Two more private firms have agreed to remove PIP breast implants free of charge.
Transform, which has just over 4,000 patients in the UK with the implants, performed a U-turn after originally saying patients would have to pay.
The Hospital Group has also now said it will fund removal of the implants.
In a statement, Transform thanked “all patients who have been bearing with us during the last few weeks”.
It said moving forwards patients who have had PIP implants put in since January 1 2001 will be offered free removal.
The company will also offer free scans.
Any patient wishing to have their implants replaced, whether ruptured or not, will have to pay £2,500.
“There is no commercial gain for Transform in this price,” the statement said.
For those patients who had their operation post 2006, they may still be within their warranty period. These patients will be eligible for free removal and replacement.
The Hospital Group said it will remove implants free of charge for patients who had operations between 2001 and 2009, with any replacements costing between £1,500 and £3,500.
Health secretary Andrew Lansley has been calling on private clinics to honour the “duty of care” they owe patients after the government offered free removals to those affected.
Around 40,000 British women have received PIP implants manufactured by the now closed French company Poly Implant Prostheses (PIP).

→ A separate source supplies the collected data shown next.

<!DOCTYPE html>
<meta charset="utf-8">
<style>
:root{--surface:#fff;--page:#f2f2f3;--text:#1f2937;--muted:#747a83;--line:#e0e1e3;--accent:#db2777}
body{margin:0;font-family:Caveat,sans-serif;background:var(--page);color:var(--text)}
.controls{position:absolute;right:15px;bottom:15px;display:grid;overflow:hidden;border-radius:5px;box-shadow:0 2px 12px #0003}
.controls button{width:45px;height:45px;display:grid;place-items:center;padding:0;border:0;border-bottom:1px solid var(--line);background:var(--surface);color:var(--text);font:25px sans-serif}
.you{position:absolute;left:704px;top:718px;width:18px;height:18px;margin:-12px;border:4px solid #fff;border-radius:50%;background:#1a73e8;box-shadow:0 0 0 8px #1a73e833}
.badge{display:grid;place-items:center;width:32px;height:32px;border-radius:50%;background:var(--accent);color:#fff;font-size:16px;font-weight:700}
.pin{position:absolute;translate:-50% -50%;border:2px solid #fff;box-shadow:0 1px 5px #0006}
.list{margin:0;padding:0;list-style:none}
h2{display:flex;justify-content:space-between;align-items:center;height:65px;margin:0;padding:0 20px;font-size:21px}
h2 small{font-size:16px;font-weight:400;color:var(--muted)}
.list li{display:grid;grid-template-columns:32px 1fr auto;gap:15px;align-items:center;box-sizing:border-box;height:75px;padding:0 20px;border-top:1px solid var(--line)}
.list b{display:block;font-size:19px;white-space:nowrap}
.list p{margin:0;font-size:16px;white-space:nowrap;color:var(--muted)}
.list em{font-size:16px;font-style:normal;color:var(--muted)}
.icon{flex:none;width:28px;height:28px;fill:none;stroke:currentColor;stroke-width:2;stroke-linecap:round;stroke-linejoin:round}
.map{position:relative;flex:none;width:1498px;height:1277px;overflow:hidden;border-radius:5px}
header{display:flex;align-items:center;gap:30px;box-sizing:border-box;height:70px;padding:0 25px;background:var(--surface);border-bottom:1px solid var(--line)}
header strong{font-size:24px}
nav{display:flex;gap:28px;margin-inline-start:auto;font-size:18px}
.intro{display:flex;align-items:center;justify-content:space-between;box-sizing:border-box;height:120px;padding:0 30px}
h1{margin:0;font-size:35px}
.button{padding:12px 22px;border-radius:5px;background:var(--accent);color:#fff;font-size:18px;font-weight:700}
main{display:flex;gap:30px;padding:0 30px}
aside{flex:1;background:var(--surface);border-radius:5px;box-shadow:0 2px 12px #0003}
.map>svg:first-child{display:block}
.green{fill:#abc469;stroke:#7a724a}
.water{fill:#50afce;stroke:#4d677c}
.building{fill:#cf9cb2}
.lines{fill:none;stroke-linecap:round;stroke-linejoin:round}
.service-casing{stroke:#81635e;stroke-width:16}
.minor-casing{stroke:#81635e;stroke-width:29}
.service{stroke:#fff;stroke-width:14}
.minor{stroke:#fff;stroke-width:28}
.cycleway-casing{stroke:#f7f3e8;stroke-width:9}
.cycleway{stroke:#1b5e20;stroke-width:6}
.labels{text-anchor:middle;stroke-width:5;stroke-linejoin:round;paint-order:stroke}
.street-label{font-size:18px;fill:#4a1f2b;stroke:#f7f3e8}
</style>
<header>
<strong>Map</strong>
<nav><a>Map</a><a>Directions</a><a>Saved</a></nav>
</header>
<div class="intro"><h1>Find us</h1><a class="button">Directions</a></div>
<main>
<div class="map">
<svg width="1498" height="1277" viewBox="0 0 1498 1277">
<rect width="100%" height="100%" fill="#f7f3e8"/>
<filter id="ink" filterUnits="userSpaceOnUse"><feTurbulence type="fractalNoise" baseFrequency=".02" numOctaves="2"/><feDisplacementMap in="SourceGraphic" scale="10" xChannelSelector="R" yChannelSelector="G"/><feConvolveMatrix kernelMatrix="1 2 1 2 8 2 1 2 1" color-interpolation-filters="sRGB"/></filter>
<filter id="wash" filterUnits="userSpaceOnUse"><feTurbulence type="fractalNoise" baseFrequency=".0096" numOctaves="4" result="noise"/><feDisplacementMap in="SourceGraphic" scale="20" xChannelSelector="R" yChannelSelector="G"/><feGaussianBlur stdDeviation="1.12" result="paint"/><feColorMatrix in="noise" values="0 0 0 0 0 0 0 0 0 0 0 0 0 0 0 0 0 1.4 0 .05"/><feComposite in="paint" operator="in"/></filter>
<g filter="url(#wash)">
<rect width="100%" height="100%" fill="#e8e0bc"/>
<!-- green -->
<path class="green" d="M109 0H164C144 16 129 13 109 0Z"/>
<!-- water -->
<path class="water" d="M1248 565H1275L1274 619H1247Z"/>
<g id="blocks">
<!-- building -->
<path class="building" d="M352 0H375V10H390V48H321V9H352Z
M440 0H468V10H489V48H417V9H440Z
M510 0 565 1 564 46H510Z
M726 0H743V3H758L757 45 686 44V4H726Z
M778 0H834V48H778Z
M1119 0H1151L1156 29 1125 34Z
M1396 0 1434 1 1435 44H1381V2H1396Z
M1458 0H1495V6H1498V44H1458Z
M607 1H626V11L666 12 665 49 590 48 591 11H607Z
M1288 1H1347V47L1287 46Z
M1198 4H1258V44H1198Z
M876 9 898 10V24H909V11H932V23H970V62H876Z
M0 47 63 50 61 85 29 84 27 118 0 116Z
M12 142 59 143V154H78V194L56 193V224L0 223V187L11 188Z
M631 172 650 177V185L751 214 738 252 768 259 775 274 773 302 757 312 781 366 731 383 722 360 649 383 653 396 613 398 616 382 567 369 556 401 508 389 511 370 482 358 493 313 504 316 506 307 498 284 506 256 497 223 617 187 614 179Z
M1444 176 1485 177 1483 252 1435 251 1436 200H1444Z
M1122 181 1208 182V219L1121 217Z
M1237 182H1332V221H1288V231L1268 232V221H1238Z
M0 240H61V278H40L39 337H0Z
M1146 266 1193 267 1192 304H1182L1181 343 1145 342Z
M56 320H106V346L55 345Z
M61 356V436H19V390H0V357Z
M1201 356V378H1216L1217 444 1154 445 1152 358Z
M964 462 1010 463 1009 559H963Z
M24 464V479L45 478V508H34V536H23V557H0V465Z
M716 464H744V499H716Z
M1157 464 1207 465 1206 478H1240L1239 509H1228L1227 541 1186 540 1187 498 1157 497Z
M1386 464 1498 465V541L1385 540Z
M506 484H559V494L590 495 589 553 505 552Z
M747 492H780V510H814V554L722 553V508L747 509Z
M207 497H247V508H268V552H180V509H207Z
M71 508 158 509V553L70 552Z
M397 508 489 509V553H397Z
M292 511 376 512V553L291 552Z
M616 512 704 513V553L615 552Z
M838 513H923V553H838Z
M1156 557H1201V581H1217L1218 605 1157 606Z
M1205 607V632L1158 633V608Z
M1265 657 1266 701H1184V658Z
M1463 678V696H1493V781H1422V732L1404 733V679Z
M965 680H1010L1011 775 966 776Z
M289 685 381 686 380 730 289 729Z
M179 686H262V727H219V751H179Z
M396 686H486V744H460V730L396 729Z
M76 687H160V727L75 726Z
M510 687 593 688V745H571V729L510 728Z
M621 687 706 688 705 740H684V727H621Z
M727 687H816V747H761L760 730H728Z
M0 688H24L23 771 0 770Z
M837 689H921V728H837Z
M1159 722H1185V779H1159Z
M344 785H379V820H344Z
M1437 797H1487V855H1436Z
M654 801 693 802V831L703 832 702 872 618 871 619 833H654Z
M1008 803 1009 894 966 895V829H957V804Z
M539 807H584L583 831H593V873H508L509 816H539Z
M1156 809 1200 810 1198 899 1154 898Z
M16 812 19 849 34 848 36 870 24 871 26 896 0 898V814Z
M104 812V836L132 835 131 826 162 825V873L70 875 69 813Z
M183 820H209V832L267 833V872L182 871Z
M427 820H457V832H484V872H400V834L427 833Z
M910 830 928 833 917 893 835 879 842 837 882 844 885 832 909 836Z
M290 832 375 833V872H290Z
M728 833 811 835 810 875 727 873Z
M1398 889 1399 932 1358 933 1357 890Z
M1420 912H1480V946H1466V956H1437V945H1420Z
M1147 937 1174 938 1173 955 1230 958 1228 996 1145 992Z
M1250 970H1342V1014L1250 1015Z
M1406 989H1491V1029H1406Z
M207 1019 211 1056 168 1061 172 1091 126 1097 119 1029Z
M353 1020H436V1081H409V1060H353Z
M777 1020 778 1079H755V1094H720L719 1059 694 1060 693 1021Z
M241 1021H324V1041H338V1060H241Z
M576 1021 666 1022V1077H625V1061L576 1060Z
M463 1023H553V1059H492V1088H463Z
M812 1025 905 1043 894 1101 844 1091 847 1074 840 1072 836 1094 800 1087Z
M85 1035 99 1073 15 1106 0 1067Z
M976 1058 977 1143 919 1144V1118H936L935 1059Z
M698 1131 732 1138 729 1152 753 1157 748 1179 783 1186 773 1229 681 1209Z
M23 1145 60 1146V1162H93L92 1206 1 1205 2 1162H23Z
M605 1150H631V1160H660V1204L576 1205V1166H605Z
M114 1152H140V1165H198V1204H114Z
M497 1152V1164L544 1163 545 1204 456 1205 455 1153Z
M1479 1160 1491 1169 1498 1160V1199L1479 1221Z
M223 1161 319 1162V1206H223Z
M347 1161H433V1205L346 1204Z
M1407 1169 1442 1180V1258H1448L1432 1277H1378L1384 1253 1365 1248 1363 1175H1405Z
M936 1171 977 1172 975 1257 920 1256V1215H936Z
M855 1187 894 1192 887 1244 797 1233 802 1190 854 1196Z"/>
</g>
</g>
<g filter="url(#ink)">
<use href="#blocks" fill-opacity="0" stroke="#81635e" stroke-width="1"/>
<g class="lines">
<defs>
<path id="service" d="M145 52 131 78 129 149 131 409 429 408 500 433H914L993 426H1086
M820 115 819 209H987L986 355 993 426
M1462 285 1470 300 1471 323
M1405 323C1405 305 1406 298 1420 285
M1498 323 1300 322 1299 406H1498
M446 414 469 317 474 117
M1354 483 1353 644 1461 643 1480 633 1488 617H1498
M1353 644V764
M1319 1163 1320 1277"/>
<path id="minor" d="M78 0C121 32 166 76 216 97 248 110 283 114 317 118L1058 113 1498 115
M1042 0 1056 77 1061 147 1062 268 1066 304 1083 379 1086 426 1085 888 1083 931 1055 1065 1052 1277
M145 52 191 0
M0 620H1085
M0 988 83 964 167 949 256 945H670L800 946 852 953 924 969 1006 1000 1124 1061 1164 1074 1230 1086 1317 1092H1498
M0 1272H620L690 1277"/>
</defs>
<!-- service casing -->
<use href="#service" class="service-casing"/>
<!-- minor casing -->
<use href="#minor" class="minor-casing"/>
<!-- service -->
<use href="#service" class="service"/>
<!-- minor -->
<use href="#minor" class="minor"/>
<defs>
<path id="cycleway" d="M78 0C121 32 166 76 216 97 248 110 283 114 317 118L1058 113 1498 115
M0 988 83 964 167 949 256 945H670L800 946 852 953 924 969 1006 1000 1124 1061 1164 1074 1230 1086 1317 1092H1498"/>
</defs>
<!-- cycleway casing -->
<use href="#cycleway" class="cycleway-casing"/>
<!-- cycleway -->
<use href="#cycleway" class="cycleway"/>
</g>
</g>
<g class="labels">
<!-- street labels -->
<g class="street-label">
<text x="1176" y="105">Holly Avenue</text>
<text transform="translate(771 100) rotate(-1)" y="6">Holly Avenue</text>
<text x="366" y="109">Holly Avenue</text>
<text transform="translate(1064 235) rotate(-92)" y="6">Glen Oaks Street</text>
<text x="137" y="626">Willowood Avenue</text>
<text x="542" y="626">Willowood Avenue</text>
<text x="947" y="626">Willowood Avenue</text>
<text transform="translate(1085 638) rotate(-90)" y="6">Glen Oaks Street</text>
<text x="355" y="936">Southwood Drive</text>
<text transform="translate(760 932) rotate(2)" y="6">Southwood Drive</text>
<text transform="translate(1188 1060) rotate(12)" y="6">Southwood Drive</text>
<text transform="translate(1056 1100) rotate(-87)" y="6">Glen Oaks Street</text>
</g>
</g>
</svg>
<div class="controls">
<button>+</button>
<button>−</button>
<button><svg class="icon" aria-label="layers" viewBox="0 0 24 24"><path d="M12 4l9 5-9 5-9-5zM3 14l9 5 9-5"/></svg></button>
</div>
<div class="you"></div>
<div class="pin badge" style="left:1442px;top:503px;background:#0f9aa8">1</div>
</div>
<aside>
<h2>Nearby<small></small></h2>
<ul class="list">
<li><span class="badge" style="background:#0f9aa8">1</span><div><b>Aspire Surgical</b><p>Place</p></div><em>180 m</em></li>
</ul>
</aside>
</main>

The implants were filled with non-medical grade silicone intended for use in mattresses.
The Harley Medical Group, which fitted the breast implants to almost 14,000 British women, has said it will not replace them free of charge.
The firm fitted more of the implants than any other UK cosmetic surgery firm but claims replacing the banned implants would put it out of business.
Other providers, including BMI Healthcare, Nuffield Health and Spire, have agreed to free removal.
Today’s news comes after the former head of PIP was arrested together with his former deputy in south-east France.
Jean-Claude Mas, who founded and ran PIP, was detained as part of a judicial investigation in the city of Marseille into manslaughter and involuntary injuries, police said.
The company’s former number two executive, Claude Couty, was also detained, according to an official.